Use kettle timing extraction tool mysql hbase cluster data table (a)

Foreword

Due to the recent work of the project will be to use big data and the underlying data extraction, so it took some time to study the relevant technology. Has put together the relevant documents uploaded to csdn, but now upload their own resources can not be set free, the system automatically generates five points to download, so I plan to write in the blog. If there is something wrong please correct me.

 

Brief introduction

1. Hadoop : large data processing framework, three basic components hdfs, yarn, Mapreduce

2. HBase : hadoop and used in conjunction with distributed storage system structured data

3. Kettle : etl open-source tool used for data extraction

As the title says, in the use of relational databases (such as mysql, oracle), if the data is refreshed according to the second level, the need for data and historical data to facilitate future Xu record, then the amount of data is very large, this time using hadoop to store very appropriate. I want to achieve the ultimate goal scored five steps. It is also divided into five articles to describe.

1) hadoop cluster environment set up

2) Use kettle extract data mysql hadoop

3) Based on hadoop cluster structures hbase

4) extraction into mysql data table hbase

5) the timing extraction task execution

 

hadoop cluster environment to build

 

Linux command

 

1. Added to the system a new group zu1 , group identification numbers specifying a new group ( the GID ) is 888 .

groupadd -g 888  zu1

 

 

2. Delete known group zu1

groupdel  zu1

 

3. The group zu1 identification number was changed to 10000, the group name changed to zu2

 groupmod –g 10000 -n zu2 zu1

 

4. The current user group to root, root user group with the proviso that the user is indeed the main groups or additional groups

 newgrp root

 

 The group information see: cat / etc / group

 

Each record in the / etc / group in four fields:

  The first field: group name;

  The second field: a user group password;

  The third field: GID

  Fourth field: a user list, separated by a comma between each user number (,); this field can be empty; if the field is empty for the user name of the user group represented by the GID;

 

 

6. queries  wangkang belongs to the group of what are 

[root @ localhost ~] # groups junk

junk : zu1

7. The user wangkang deleted from the zu1

g passwd  zu1  -d junk  

8. The user wangkang zu1 added to the
usermod -a -G zu1 wangkang

 

Preparation Before Installation

Java Version: 1.8

Hadoop Version: 2.7.7

Two CentOS7 virtual machine, modify the host name, memory, respectively 2G, fixed ip address. My Virtual Machines are

master 192.168.93.131 (master)

slave1 192.168.93.132 (from the server)

1. Use the root user

New users are wangkang two machines, home directory (this can also be created directly at the installation system) is / home / wangkang

The user is added to the root user wangkang group

2. Use the root user

In the / etc / hosts file two machines are added

192.168.93.131 master

192.168.93.132 slave1

Resolve domain name with Cong

3. Use wangkang user

The java installation package is downloaded to your home directory under / home / wangkang directory (you can also upload to download a good linux system), enter the command

$ Cd ~ (enter the main directory)

$ Tar -zxvf jdk-8u8o-linux-x64.tar.gz (decompression)

4. User wangkang

Because the need to access the main server from each other, so we need to set free secret landing

Were executed on two machines

$cd ~

$ Ssh-keygen -t rsa (key generating native)

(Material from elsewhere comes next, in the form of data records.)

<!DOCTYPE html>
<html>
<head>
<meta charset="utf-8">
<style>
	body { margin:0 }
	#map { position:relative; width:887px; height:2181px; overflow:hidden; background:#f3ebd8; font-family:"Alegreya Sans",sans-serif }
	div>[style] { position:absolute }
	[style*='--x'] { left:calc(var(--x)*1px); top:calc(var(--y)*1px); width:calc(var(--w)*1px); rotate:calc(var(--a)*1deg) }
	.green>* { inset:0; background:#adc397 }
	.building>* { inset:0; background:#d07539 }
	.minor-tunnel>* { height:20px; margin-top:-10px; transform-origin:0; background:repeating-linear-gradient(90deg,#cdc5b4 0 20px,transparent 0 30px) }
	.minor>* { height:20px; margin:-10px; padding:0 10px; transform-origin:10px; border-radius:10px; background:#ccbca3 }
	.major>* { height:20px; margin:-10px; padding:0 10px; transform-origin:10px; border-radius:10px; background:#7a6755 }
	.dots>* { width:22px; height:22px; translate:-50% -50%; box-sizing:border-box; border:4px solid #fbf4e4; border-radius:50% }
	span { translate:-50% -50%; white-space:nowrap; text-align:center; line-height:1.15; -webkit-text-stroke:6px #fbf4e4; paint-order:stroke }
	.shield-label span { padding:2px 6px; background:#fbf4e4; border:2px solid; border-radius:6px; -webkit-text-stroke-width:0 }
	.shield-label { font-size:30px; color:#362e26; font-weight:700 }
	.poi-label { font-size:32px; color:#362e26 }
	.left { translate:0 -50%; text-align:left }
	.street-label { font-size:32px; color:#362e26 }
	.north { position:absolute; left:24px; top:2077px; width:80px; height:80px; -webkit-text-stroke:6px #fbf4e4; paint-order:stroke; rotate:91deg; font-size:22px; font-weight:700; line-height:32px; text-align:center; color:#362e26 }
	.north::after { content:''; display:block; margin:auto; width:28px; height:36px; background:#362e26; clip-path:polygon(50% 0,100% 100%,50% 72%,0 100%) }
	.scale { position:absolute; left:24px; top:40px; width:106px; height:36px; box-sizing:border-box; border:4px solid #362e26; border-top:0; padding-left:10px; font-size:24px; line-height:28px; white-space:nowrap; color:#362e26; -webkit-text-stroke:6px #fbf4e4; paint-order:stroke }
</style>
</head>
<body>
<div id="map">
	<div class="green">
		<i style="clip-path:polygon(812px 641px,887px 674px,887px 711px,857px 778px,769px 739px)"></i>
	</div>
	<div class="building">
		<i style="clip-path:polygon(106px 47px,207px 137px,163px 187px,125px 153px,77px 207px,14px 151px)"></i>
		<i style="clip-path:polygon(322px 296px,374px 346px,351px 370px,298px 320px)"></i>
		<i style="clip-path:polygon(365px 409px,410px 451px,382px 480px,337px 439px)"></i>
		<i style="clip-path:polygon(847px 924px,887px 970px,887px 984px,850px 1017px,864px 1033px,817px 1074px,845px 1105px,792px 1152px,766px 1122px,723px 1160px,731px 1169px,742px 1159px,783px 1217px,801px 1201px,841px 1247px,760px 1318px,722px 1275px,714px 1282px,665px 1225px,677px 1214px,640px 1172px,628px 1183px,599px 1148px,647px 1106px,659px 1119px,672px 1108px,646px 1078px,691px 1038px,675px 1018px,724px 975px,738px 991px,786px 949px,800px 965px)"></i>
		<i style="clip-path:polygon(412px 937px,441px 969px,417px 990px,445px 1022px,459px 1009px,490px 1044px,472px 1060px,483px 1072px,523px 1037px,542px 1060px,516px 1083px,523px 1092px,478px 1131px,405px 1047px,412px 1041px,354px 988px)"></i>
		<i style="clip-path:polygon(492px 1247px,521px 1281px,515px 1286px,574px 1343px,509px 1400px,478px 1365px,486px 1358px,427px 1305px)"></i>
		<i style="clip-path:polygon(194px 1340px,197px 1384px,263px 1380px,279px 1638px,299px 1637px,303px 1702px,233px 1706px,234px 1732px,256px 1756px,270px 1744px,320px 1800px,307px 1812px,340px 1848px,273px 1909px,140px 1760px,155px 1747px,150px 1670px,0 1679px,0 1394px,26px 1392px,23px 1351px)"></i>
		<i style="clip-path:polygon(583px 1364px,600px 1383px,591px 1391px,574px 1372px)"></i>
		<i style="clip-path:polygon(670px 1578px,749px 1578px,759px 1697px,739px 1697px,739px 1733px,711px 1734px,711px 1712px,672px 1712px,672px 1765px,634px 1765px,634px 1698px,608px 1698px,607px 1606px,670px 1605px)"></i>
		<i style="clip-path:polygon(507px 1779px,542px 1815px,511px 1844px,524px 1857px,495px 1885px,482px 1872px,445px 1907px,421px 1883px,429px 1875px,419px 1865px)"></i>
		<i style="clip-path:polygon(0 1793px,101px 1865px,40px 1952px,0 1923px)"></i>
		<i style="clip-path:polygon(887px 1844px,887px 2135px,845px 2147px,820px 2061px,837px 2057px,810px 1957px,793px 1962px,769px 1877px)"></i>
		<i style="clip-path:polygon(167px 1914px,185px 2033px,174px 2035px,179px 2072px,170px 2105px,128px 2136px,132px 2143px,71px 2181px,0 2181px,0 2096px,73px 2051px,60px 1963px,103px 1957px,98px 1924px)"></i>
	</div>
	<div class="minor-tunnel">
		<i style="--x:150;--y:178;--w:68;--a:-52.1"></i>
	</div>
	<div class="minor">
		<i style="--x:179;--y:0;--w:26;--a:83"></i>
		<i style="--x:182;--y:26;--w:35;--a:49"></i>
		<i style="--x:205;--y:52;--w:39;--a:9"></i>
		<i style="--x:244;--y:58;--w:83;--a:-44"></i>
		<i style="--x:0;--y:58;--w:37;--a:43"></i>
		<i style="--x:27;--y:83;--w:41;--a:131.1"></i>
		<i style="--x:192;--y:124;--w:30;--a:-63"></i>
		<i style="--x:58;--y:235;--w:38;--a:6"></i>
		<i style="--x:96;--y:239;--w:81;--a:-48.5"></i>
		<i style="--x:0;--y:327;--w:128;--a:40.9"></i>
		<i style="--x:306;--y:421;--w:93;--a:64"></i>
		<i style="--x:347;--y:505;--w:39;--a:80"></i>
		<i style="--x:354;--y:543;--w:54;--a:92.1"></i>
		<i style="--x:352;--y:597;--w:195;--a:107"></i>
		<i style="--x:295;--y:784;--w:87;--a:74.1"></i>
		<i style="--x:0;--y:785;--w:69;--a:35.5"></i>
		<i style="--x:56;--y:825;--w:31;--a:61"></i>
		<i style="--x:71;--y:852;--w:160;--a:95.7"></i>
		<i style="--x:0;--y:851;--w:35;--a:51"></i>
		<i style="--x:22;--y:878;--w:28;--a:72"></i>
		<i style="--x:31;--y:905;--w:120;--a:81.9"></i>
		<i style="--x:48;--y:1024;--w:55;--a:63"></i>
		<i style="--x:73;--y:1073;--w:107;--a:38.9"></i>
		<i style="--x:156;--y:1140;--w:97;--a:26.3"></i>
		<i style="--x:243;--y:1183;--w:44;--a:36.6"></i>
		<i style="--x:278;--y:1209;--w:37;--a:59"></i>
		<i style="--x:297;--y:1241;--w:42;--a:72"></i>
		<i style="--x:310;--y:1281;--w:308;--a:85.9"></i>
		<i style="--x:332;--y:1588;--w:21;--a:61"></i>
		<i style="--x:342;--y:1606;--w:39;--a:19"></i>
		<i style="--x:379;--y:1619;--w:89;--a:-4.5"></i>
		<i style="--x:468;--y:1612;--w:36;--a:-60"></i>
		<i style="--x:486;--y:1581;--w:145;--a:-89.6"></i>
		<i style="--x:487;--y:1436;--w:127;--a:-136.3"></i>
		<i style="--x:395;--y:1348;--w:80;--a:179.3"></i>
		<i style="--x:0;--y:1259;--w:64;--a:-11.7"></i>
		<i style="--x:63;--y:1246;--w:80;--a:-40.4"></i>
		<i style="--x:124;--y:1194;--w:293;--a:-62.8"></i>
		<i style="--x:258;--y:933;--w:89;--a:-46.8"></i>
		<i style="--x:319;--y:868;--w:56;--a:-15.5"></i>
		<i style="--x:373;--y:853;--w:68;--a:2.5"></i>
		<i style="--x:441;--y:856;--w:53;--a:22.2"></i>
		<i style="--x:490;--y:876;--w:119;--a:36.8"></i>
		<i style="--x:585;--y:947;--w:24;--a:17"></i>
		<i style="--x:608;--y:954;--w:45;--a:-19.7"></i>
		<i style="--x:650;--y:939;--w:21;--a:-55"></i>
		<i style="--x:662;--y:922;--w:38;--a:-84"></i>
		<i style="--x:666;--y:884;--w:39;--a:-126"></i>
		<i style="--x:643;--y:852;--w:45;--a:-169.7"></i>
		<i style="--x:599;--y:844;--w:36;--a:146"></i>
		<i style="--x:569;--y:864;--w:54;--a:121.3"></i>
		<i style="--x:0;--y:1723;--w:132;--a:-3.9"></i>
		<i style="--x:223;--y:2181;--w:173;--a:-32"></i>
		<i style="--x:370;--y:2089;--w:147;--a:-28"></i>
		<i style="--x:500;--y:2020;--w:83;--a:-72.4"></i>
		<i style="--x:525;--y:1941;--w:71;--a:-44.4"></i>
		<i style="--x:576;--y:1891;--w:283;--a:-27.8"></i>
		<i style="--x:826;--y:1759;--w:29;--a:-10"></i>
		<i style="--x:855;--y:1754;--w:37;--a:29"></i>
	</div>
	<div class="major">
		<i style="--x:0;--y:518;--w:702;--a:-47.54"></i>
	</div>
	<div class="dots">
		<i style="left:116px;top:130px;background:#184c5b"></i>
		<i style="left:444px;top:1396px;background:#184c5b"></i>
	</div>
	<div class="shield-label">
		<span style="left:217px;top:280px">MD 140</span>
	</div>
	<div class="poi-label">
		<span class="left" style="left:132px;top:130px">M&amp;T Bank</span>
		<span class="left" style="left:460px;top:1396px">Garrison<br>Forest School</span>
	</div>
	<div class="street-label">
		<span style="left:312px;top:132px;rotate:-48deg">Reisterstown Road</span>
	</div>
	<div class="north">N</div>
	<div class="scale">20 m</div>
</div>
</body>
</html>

Executed on the master host

$ Cd ~ /.ssh/ (into the hidden folder .ssh)

$ Ssh-copy-id 192.168.93.131 (the generated key is appended to the unit itself authorized_keys file)

$ Scp / home / junk / .ssh / authorized_keys 192.168.93.132:/home/wangkang/.ssh/

(The master copy of the file authorized_keys in slave1)

In the execution slave1

$ Ssh-copy-id 192.168.93.132 (the key generated is added to the native file authorized_keys)

Note: At this point authorized_keys ask key pieces included two machines.

$ Scp / home / junk / .ssh / authorized_keys 192.168.93.131:/home/wangkang/.ssh/

(Slave1 authorized_keys file copy to the master in the middle)

Free secret landing configuration is complete.

Verify Success:

On the master

$ Ssh slave1 (landing slave1, first login password required)

After entering the password slave1 successful landing slave1

$ Exit (Exit)

$ Ssh slave1 (second landing without a password)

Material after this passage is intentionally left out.